▸ REQUIREMENT
If a line of the records holds the word "JSON", copy it out.
[DATA FOR REVIEW Boundary: Start]
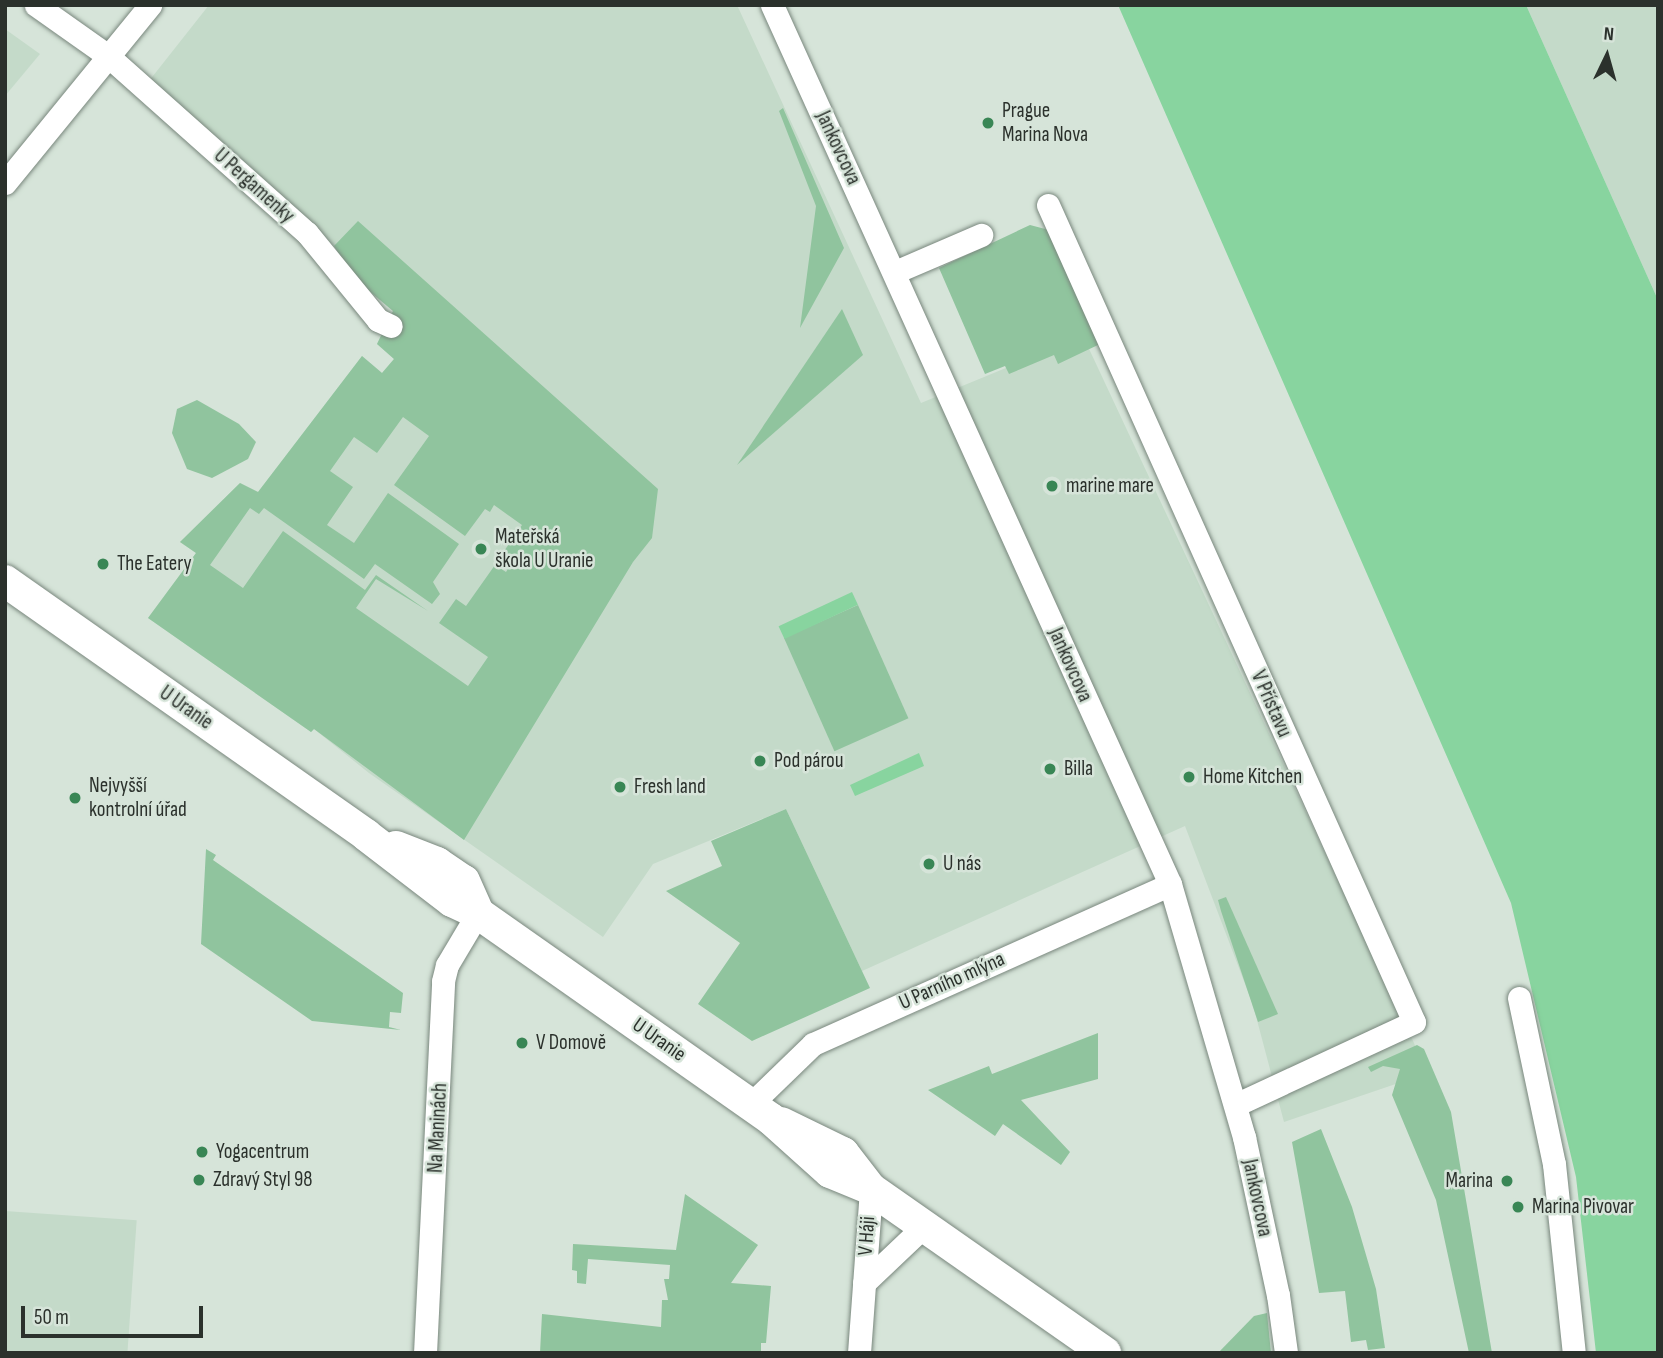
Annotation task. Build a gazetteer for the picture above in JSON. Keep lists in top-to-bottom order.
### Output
[DATA FOR REVIEW Boundary: End]
[DATA FOR REVIEW Boundary: Start]
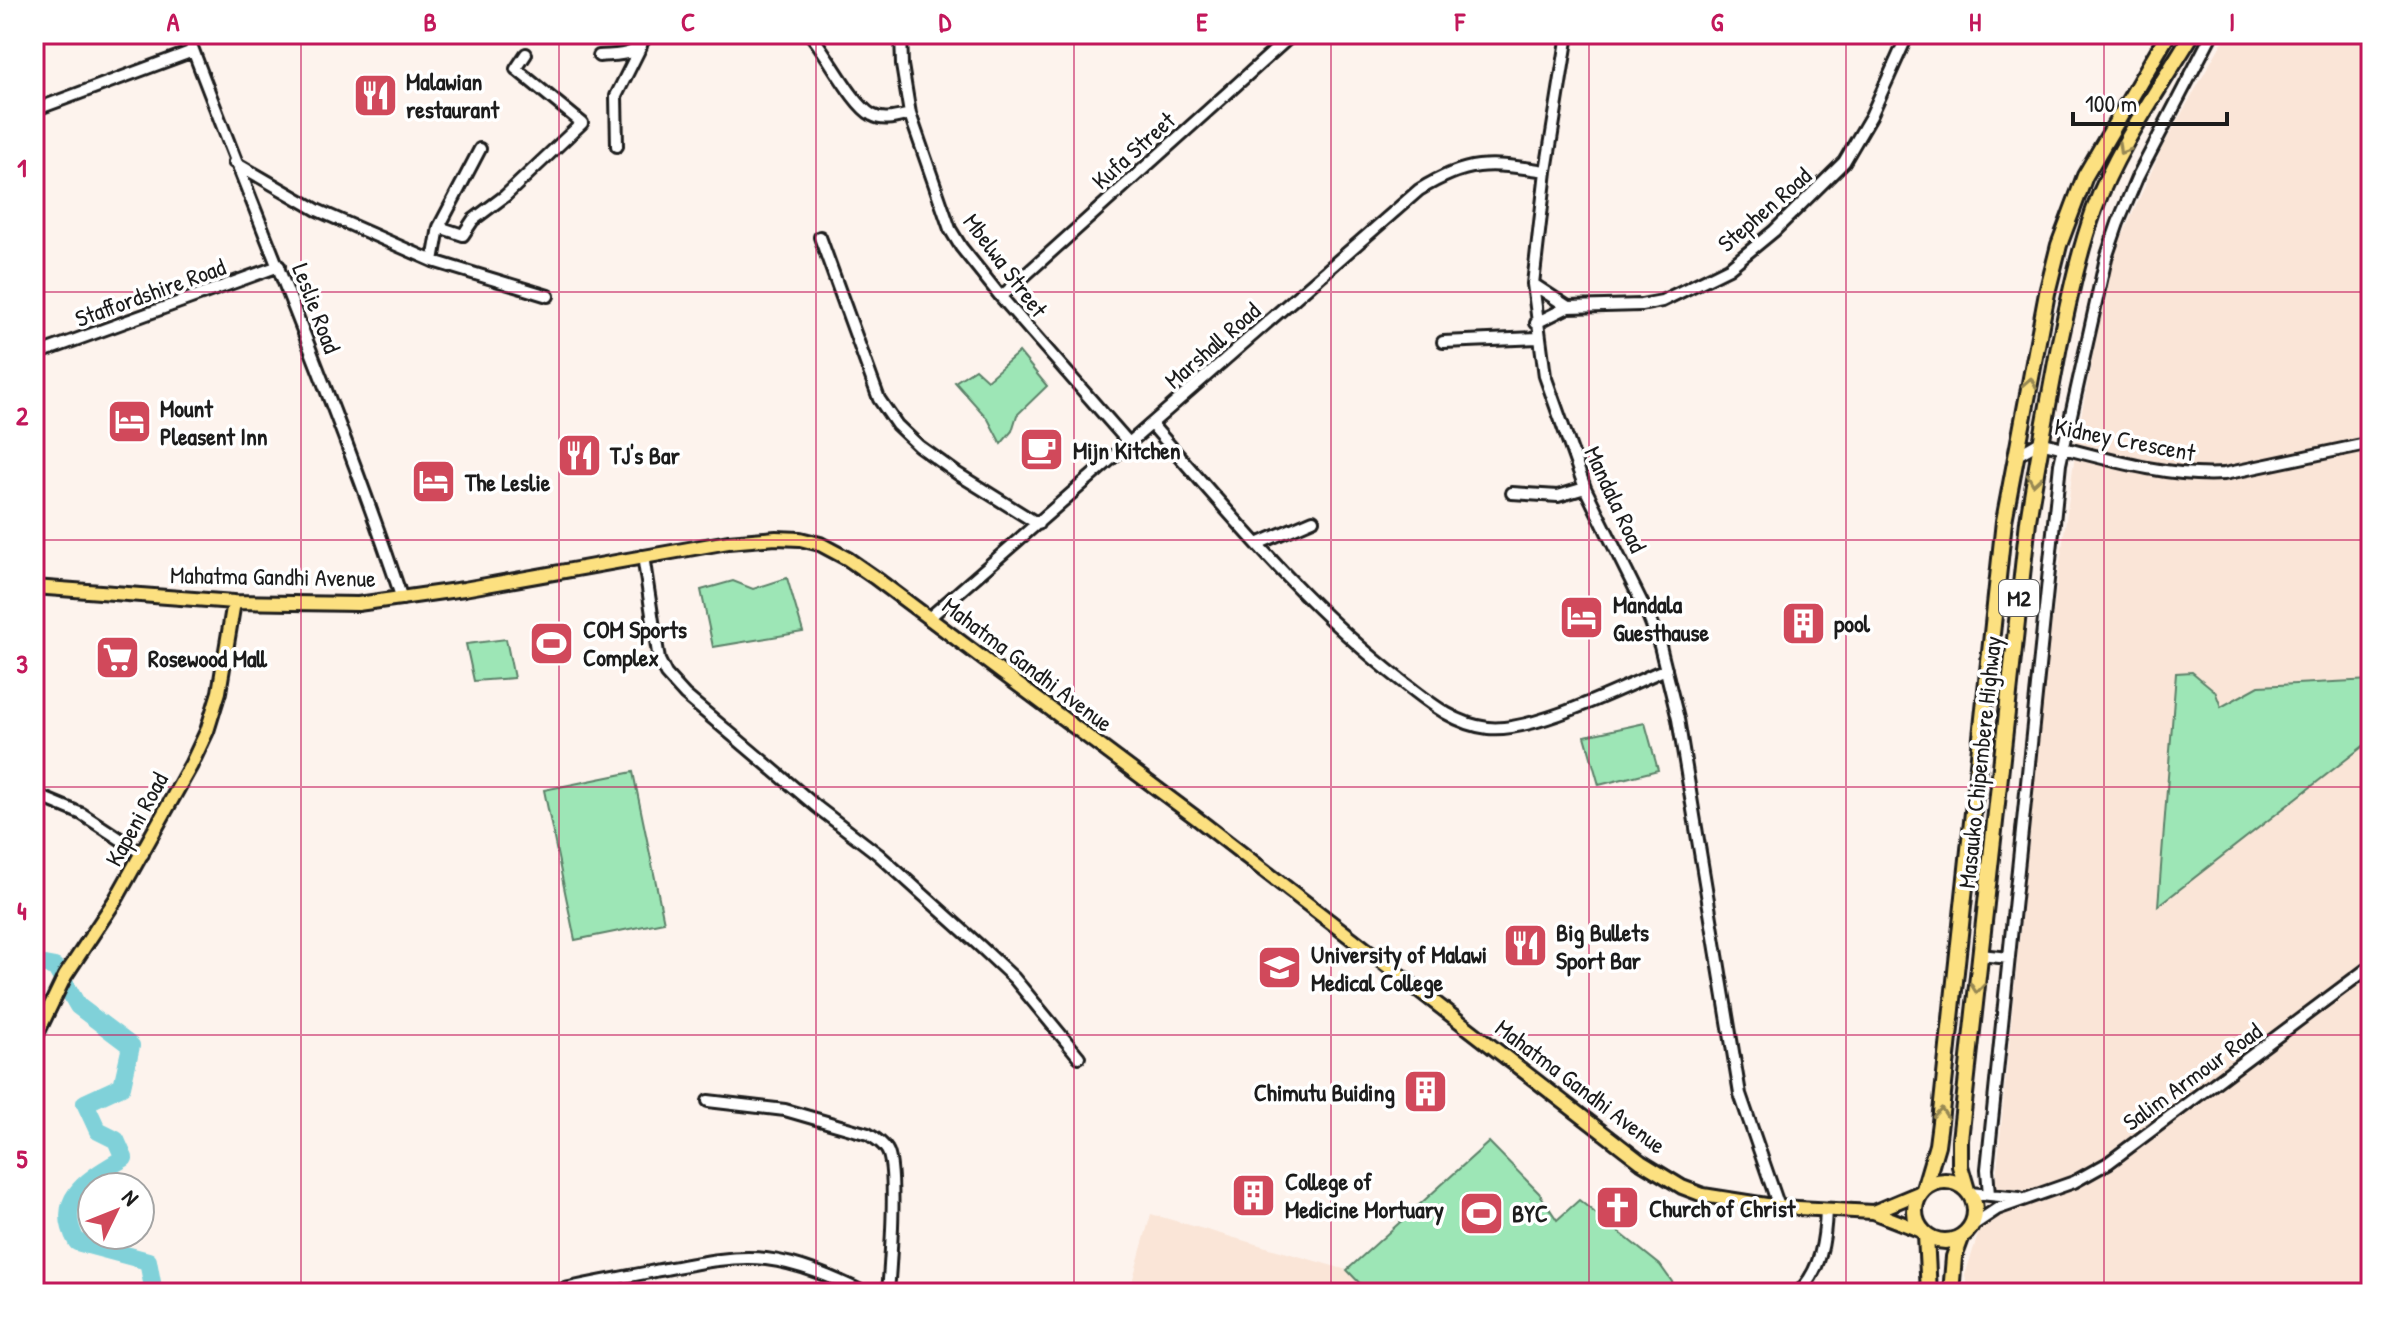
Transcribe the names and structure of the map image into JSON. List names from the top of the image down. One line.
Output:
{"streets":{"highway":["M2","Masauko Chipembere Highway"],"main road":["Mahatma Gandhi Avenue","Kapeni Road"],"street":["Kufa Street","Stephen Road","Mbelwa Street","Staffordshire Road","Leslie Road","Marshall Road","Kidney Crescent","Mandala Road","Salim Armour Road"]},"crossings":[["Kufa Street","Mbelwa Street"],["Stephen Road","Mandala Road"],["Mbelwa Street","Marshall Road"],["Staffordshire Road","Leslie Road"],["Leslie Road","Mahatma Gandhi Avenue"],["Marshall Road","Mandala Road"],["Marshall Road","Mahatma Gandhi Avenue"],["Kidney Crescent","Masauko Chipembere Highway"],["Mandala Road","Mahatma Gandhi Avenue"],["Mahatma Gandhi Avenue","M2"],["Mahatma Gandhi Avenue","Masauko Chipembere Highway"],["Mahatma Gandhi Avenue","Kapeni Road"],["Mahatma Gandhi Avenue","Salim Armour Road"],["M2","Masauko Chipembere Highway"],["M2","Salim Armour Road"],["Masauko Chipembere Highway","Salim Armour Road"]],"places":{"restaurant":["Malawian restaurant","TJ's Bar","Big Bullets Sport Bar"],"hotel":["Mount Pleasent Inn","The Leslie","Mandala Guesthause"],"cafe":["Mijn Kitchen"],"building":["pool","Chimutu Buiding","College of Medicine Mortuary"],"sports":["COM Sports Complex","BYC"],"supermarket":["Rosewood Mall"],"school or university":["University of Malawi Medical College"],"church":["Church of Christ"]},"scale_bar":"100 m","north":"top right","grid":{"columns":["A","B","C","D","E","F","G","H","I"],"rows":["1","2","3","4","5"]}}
[DATA FOR REVIEW Boundary: End]
▸ EXERCISE RESULT
Annotation task. Build a gazetteer for the picture above in JSON. Keep lists in top-to-bottom order.
Transcribe the names and structure of the map image into JSON. List names from the top of the image down. One line.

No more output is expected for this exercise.